Le Journal de Quebec

Simple Plan et le mal de vivre

- SOPHIE DUROCHER sophie.durocher @quebecorme­dia.com

Cette semaine, j’entendais un animateur radio qui réagissait à la nouvelle concernant le bassiste de Simple Plan qui souffre d’une dépression majeure. En gros, il a dit: «C’est fou, hein, ce gars-là joue avec un groupe hyper populaire, leurs fans les adorent, ils font des spectacles partout dans le monde, c’est difficile de croire qu’il est déprimé». Comme si le fait d’être riche, adulé et apprécié nous mettait à l’abri d’une maladie qui vous enlève le goût de vivre!

Ça montre bien à quel point il y a encore, en 2017, des tonnes de préjugés sur la maladie mentale.
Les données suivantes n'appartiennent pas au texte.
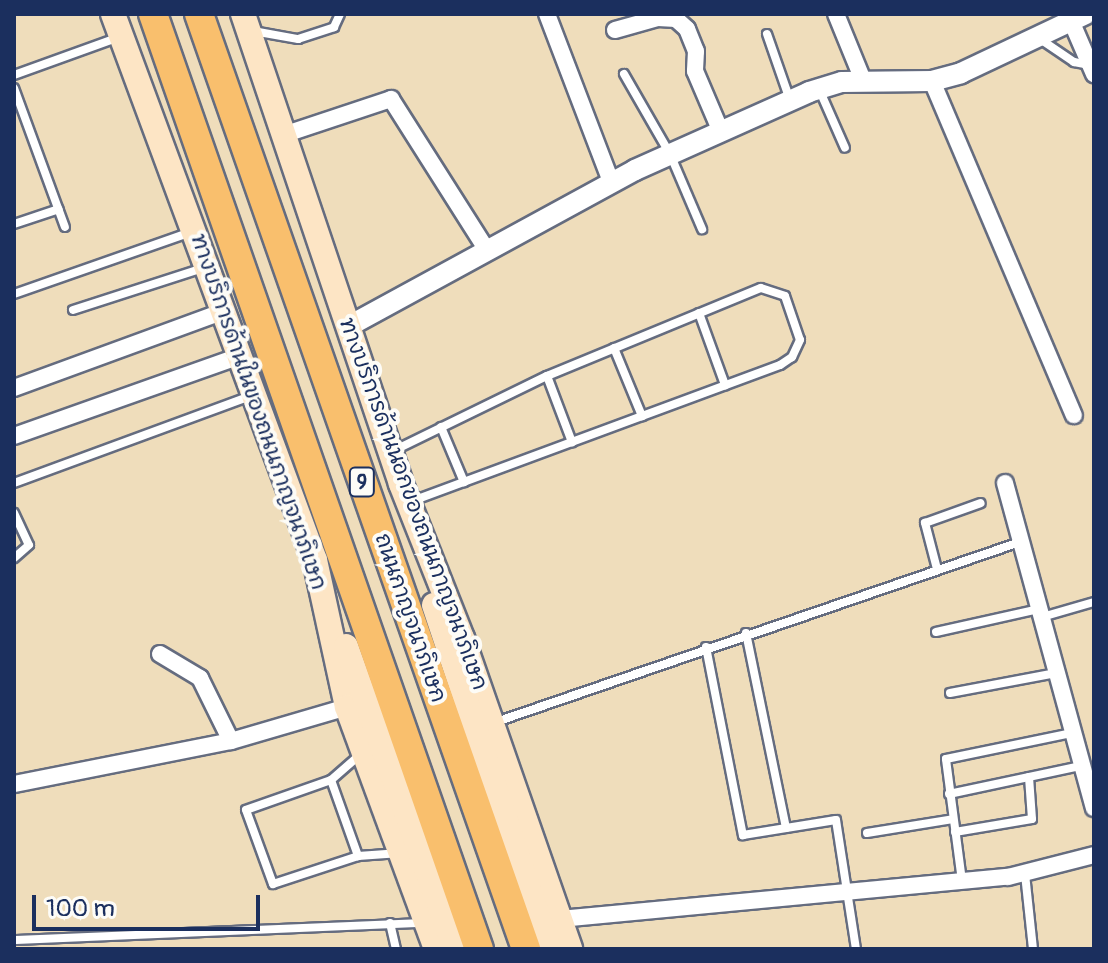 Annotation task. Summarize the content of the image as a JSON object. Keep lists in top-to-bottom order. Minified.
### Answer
{"streets":{"highway":["9","ถนนกาญจนาภิเษก"],"main road":["ทางบริการด้านในของถนนกาญจนาภิเษก","ทางบริการด้านนอกของถนนกาญจนาภิเษก"]},"scale_bar":"100 m"} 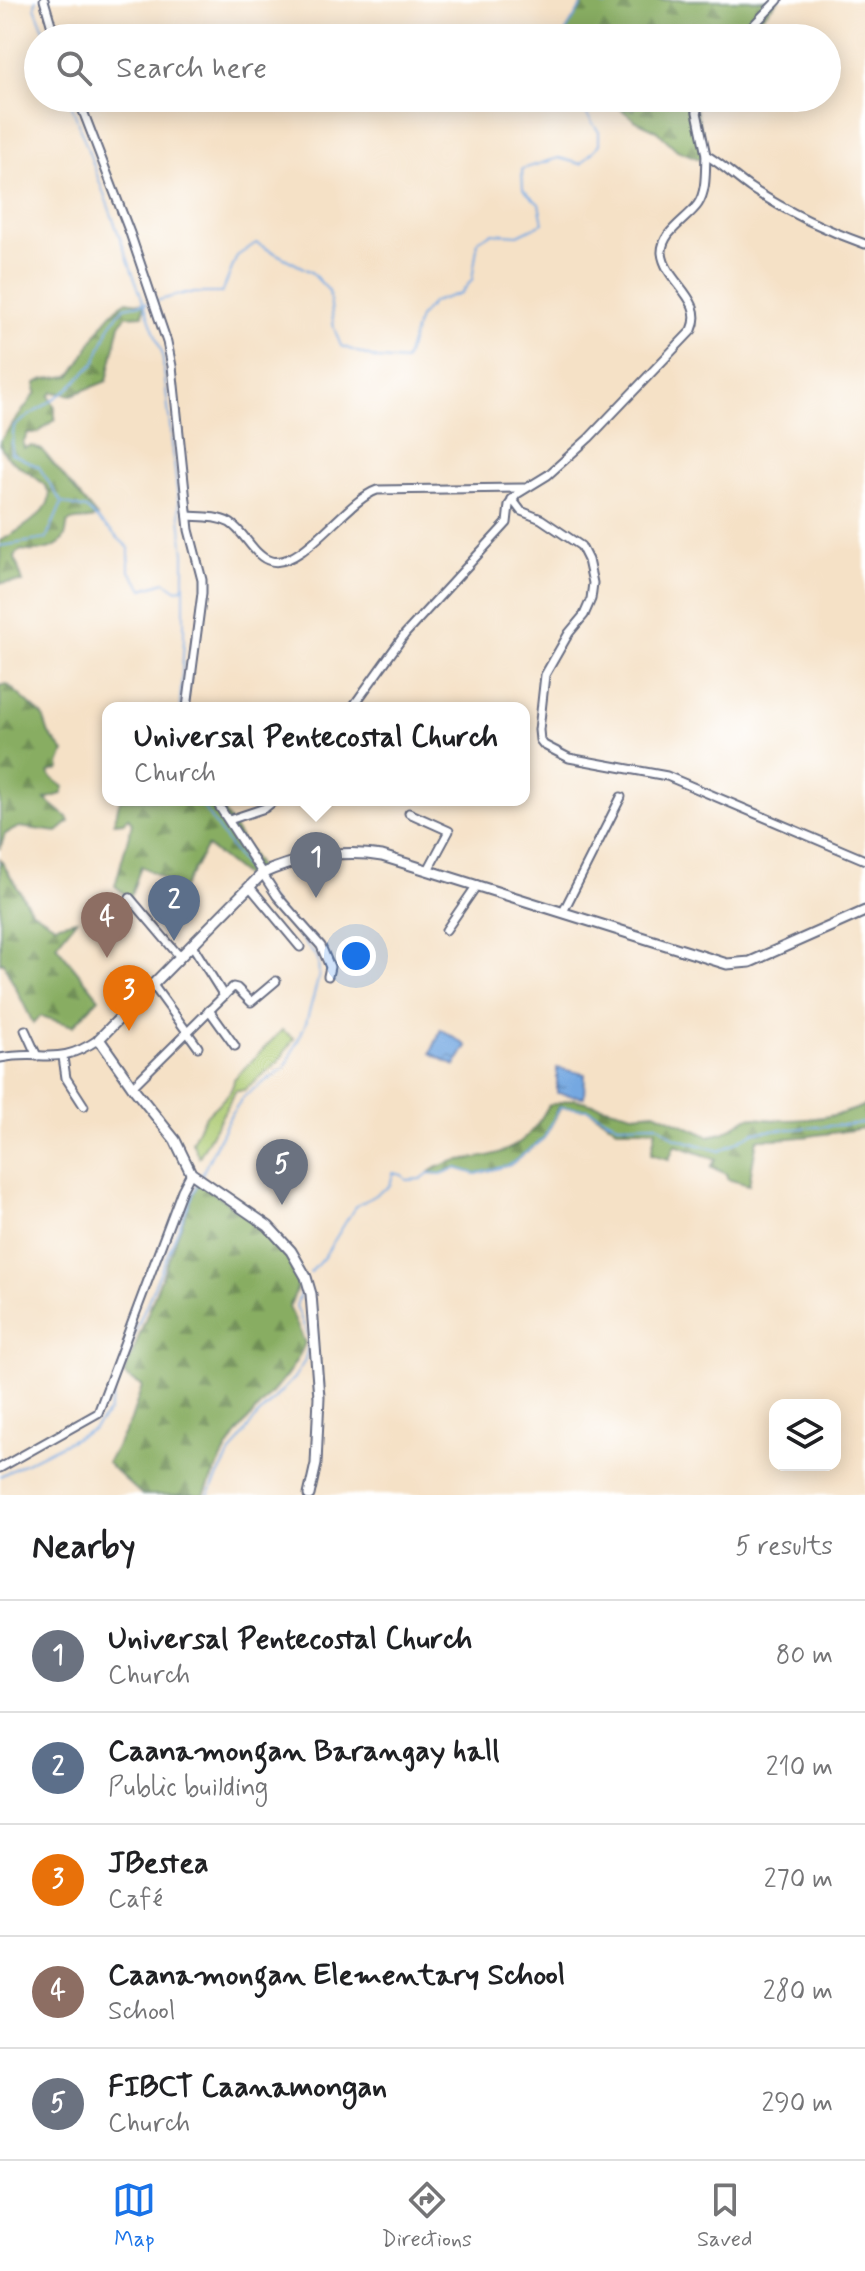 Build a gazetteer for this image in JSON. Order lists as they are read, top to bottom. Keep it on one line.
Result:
{"page":{"search":"Search here","popup":["Universal Pentecostal Church","Church"],"pins":["1","2","4","3","5"],"heading":["Nearby","5 results"],"list":[{"mark":"1","name":"Universal Pentecostal Church","note":"Church","value":"80 m"},{"mark":"2","name":"Caanamongan Barangay hall","note":"Public building","value":"210 m"},{"mark":"3","name":"JBestea","note":"Café","value":"270 m"},{"mark":"4","name":"Caanamongan Elementary School","note":"School","value":"280 m"},{"mark":"5","name":"FIBCT Caanamongan","note":"Church","value":"290 m"}],"nav":["Map","Directions","Saved"]}} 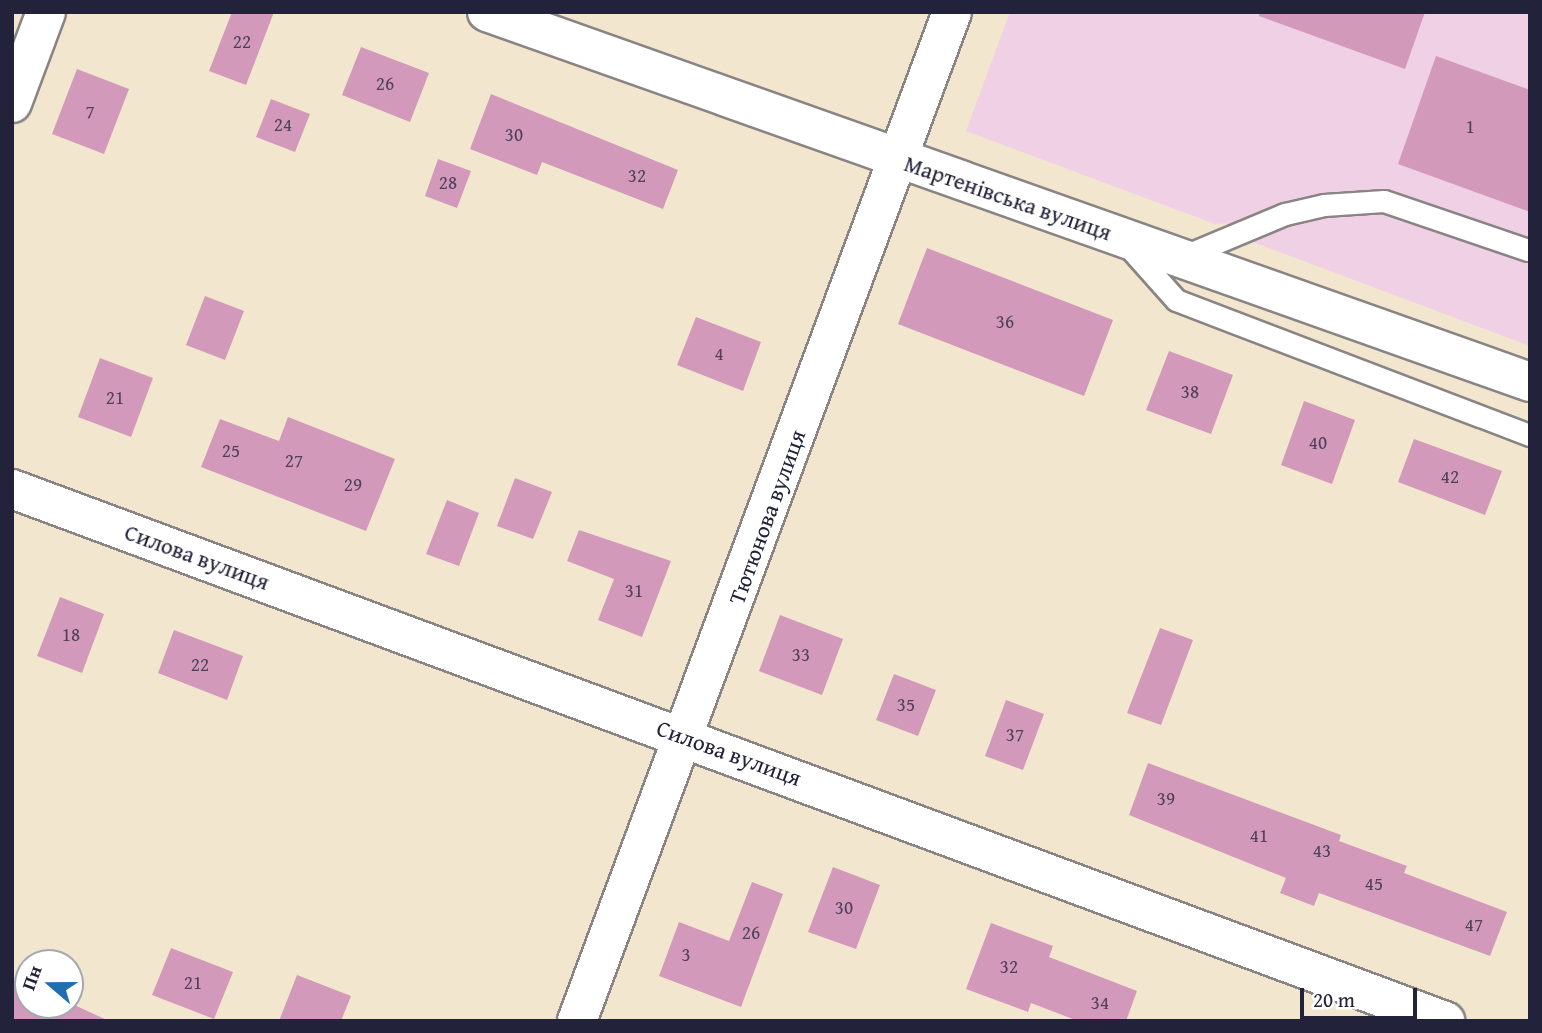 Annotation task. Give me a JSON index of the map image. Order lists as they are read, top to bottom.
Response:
{
  "streets": {
    "street": ["Мартенівська вулиця", "Тютюнова вулиця", "Силова вулиця"]
  },
  "crossings": [
    ["Мартенівська вулиця", "Тютюнова вулиця"],
    ["Тютюнова вулиця", "Силова вулиця"]
  ],
  "house_numbers": [
    "22",
    "26",
    "7",
    "24",
    "1",
    "30",
    "32",
    "28",
    "36",
    "4",
    "38",
    "21",
    "40",
    "25",
    "27",
    "42",
    "29",
    "31",
    "18",
    "33",
    "22",
    "35",
    "37",
    "39",
    "41",
    "43",
    "45",
    "30",
    "47",
    "26",
    "3",
    "32",
    "21",
    "34"
  ],
  "scale_bar": "20 m",
  "north": "left"
} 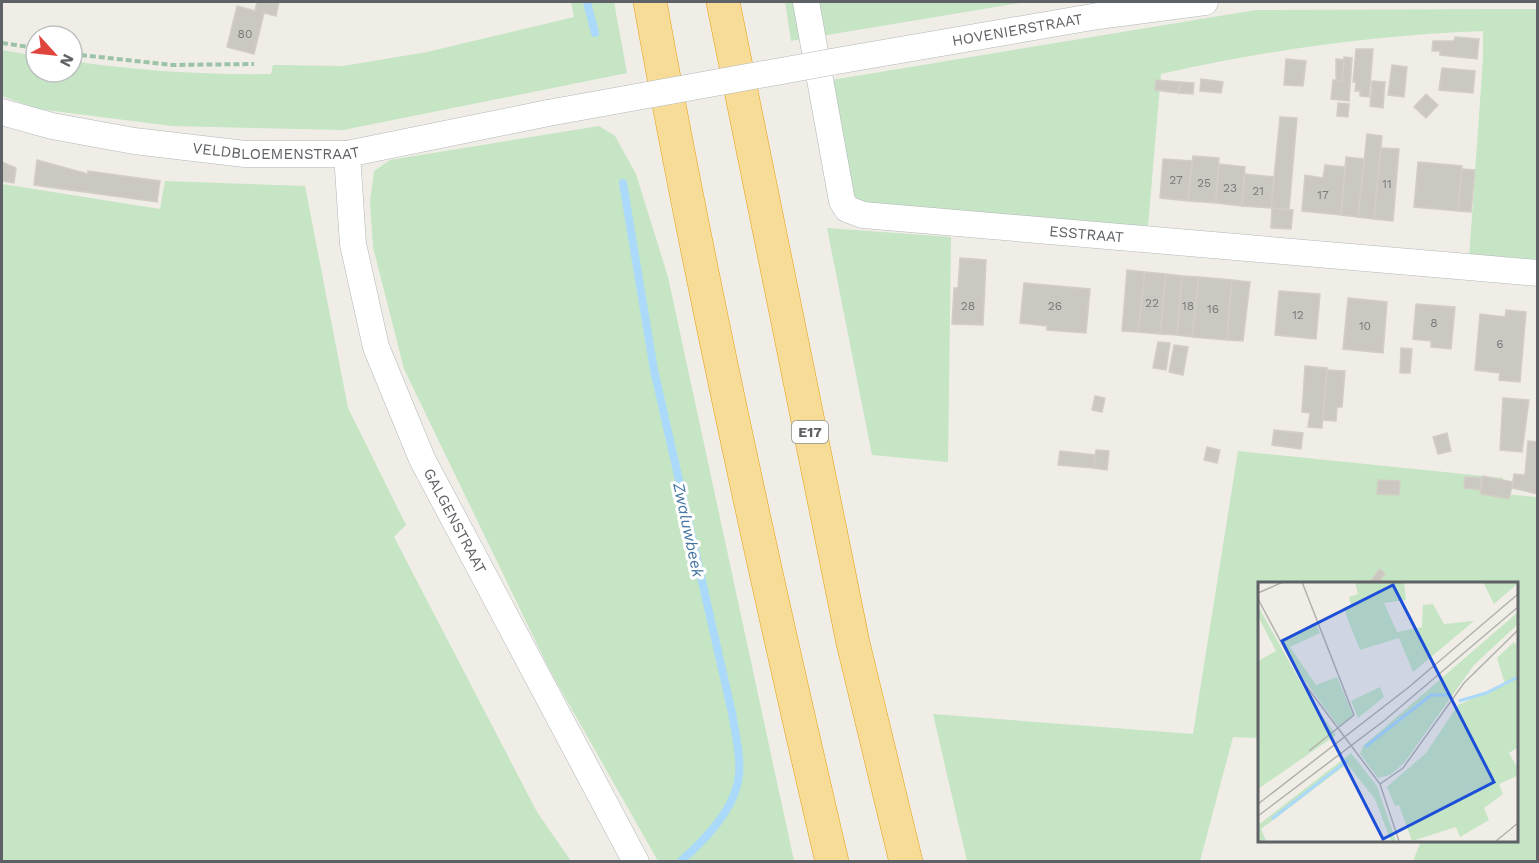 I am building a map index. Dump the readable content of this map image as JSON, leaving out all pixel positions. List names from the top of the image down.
{
  "streets": {
    "highway": ["E17"],
    "street": [
      "HOVENIERSTRAAT",
      "VELDBLOEMENSTRAAT",
      "ESSTRAAT",
      "GALGENSTRAAT"
    ]
  },
  "crossings": [
    ["HOVENIERSTRAAT", "VELDBLOEMENSTRAAT"],
    ["VELDBLOEMENSTRAAT", "GALGENSTRAAT"]
  ],
  "water": ["Zwaluwbeek"],
  "house_numbers": [
    "80",
    "27",
    "25",
    "11",
    "23",
    "21",
    "17",
    "22",
    "28",
    "26",
    "18",
    "16",
    "12",
    "8",
    "10",
    "6"
  ],
  "north": "bottom right"
}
Imaginez-vous un animateur radio qui aurait dit: «Ce gars-là est très populaire, tout le monde l’aime, comment se fait-il qu’il est diabétique?»

LA GRANDE DÉPRIME

En faisant sa sortie publique pour annoncer qu’il souffre d’une dépression majeure et qu’il ne pourra pas suivre les autres membres de Simple Plan dans leur tournée européenne, David Desrosiers a fait preuve d’un grand courage. Et par la même occasion, il a rendu un immense service à tous ceux qui doivent vivre au quotidien avec une maladie «entre les deux oreilles».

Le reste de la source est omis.